More sprint ABM images

You may have noticed that my icon changed from Cadavre, to the Sprint missile. I may change back at some point, but I wanted to lend some support to my rocketry projects which have been revived considerably during the past year, when compared to the relative lull since 2004. Cadavre may return, but for now it is rocketry stuff. In the spirit of celebrating the new icon, please find below additional images of the Sprint rocket. I have added some basic information so that everyone can be on the same page. Check the link below for my first sprint post.

Sprint post from the archive.

Sprint info:

"It was a two stage rocket with a 1 KT Neutron bomb to take out the IRVs via explosive force and neutron flux.
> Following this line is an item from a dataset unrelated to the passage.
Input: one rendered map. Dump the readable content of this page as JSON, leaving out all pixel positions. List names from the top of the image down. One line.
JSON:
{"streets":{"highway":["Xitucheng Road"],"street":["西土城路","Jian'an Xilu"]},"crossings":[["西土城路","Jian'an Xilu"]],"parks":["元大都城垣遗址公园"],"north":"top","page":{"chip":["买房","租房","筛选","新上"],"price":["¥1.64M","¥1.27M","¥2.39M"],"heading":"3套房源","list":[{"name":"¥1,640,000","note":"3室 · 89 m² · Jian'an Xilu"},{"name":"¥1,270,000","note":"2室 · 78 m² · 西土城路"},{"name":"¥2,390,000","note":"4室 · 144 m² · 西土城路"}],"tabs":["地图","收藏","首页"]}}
It worked up to 100,000 feet, and could hit more than mach 10. It was about 7,700 lbs, but took off with 650,000 lbs of thrust. Acceleration was 100 Gs." -R2K


Dick said...

Cool images. The last launch photo is really interesting. That's what I call a right turn!

Bob said...

Along with the Spartan missile, the two made up the Safeguard system.
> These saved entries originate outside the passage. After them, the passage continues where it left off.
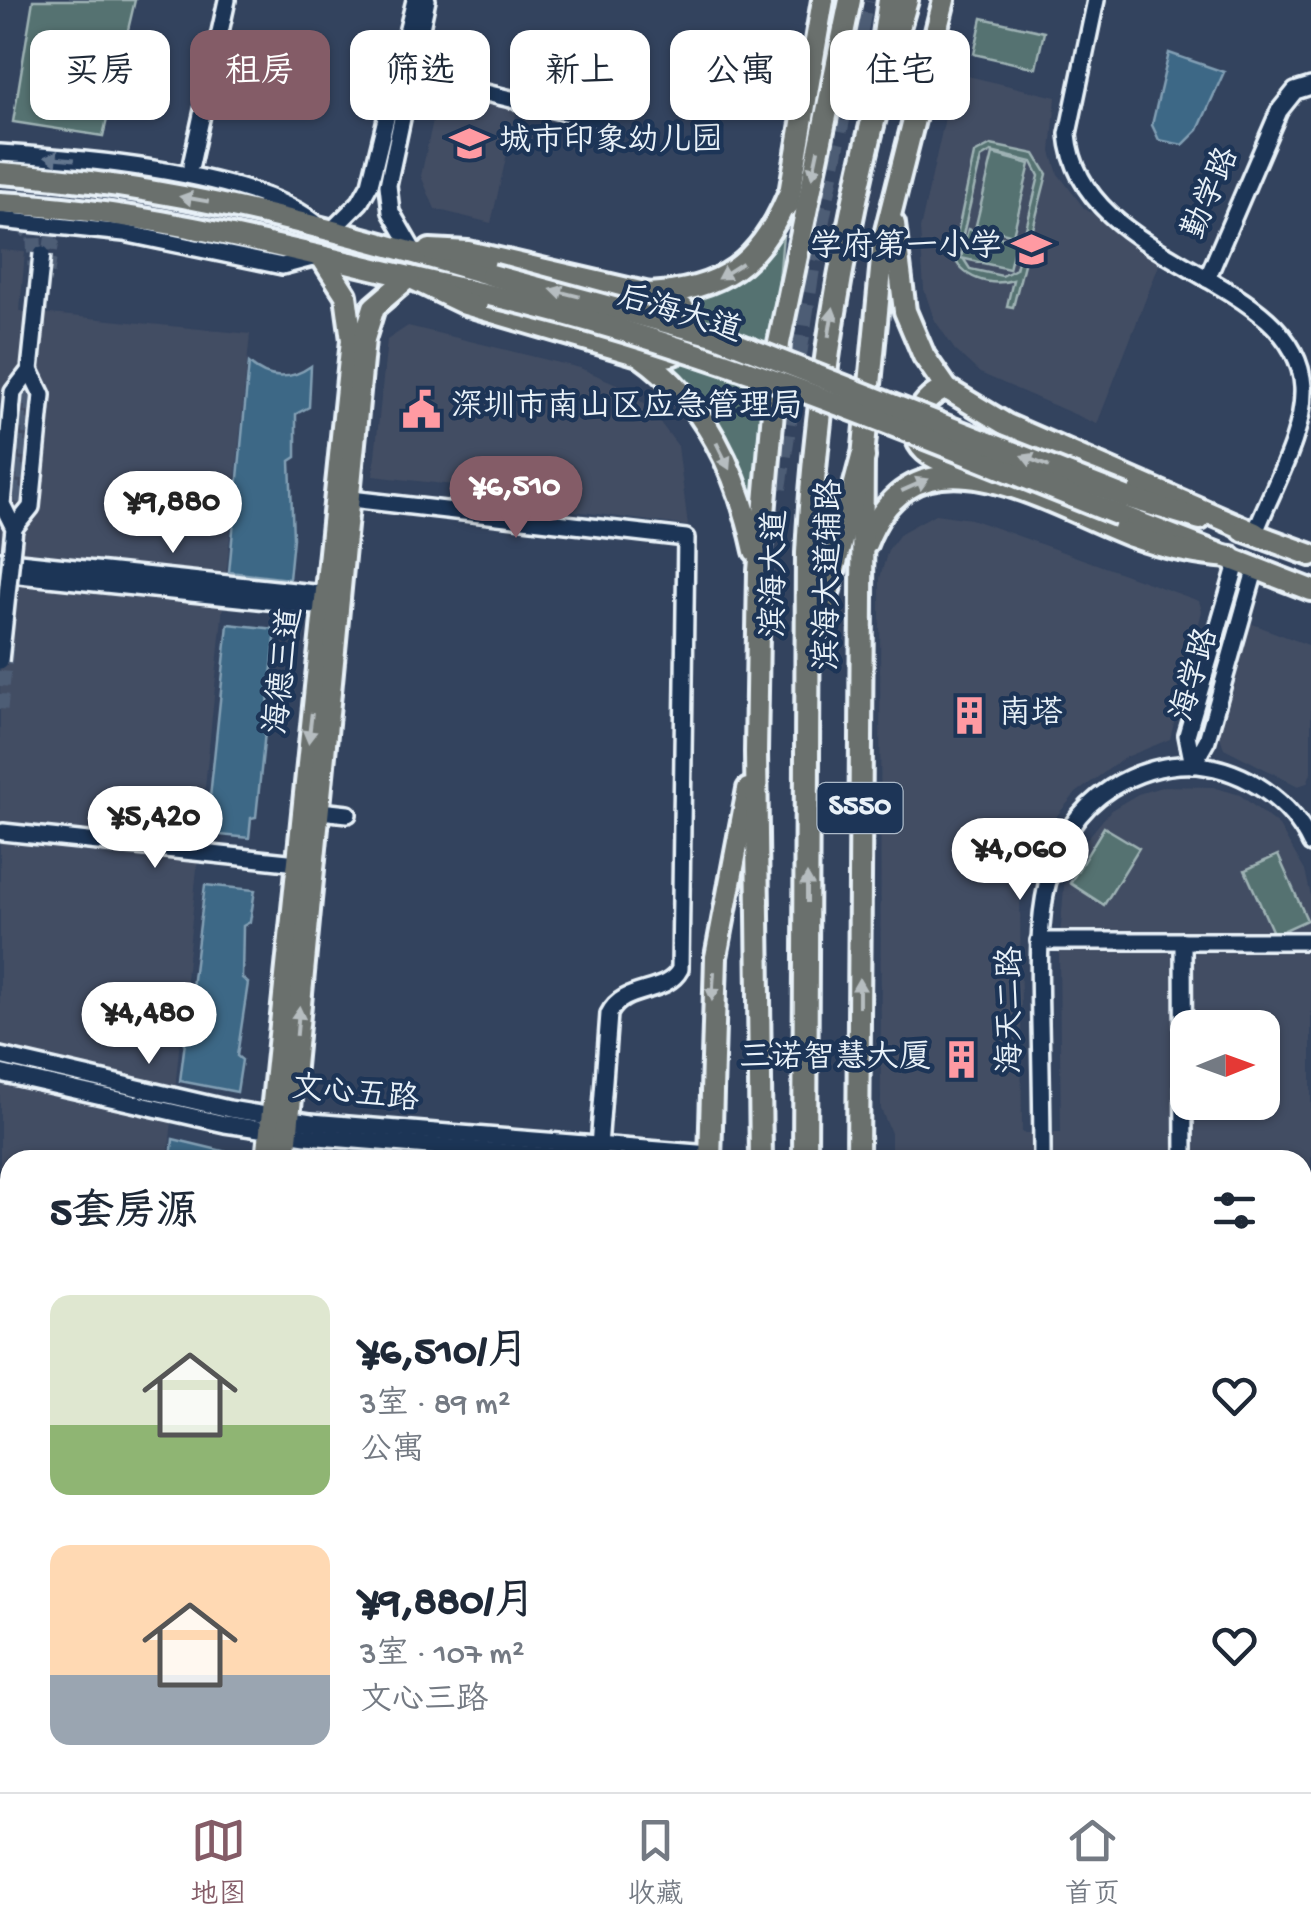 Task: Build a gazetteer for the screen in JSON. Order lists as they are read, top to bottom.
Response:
{
  "streets": {
    "highway": ["滨海大道", "S550"],
    "main road": ["后海大道", "滨海大道辅路", "海德三道"],
    "street": [
      "勤学路",
      "海学路",
      "海天二路",
      "文心五路"
    ]
  },
  "crossings": [
    ["勤学路", "后海大道"],
    ["后海大道", "海德三道"],
    ["后海大道", "海学路"],
    ["海德三道", "文心五路"],
    ["海学路", "海天二路"]
  ],
  "places": {
    "school or university": ["城市印象幼儿园", "学府第一小学"],
    "public building": ["深圳市南山区应急管理局"],
    "building": ["南塔", "三诺智慧大厦"]
  },
  "north": "right",
  "page": {
    "chip": [
      "买房",
      "租房",
      "筛选",
      "新上",
      "公寓",
      "住宅"
    ],
    "price": [
      "¥6,510",
      "¥9,880",
      "¥5,420",
      "¥4,060",
      "¥4,480"
    ],
    "heading": "5套房源",
    "list": [
      {
        "name": "¥6,510/月",
        "note": "3室 · 89 m² · 公寓"
      },
      {
        "name": "¥9,880/月",
        "note": "3室 · 107 m² · 文心三路"
      }
    ],
    "tabs": ["地图", "收藏", "首页"]
  }
}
The Spartan was the long range interceptor, range about 120 miles, while the Sprint was intended as a last ditch effort to take out an incoming ICBM.

I do recall Safeguard Mission Seven in April 1971, where the Sprint was considered to have met all mission requirements (even tho it missed by a quarter-mile), but the Spartan was not launched because "the rev missed the interceptor safety wedge by approx. 500 feet." The Spartan was to be launched at a later date against a space point target(thin air), using MI-7 trajectory data.

The target missile carrying the rev(reentry vehicle) was a Polaris launched north of Kwaj from the USS Observation Island, the only surface vessel able to surface launch a Polaris missile.

The USNS Wheeling, PMR's range safety ship, was on hand to beacon track the Polaris that carried the target rev, which in fact... did go where it was supposed to.

Fun days... good memories. Too bad so much if it can't be talked about.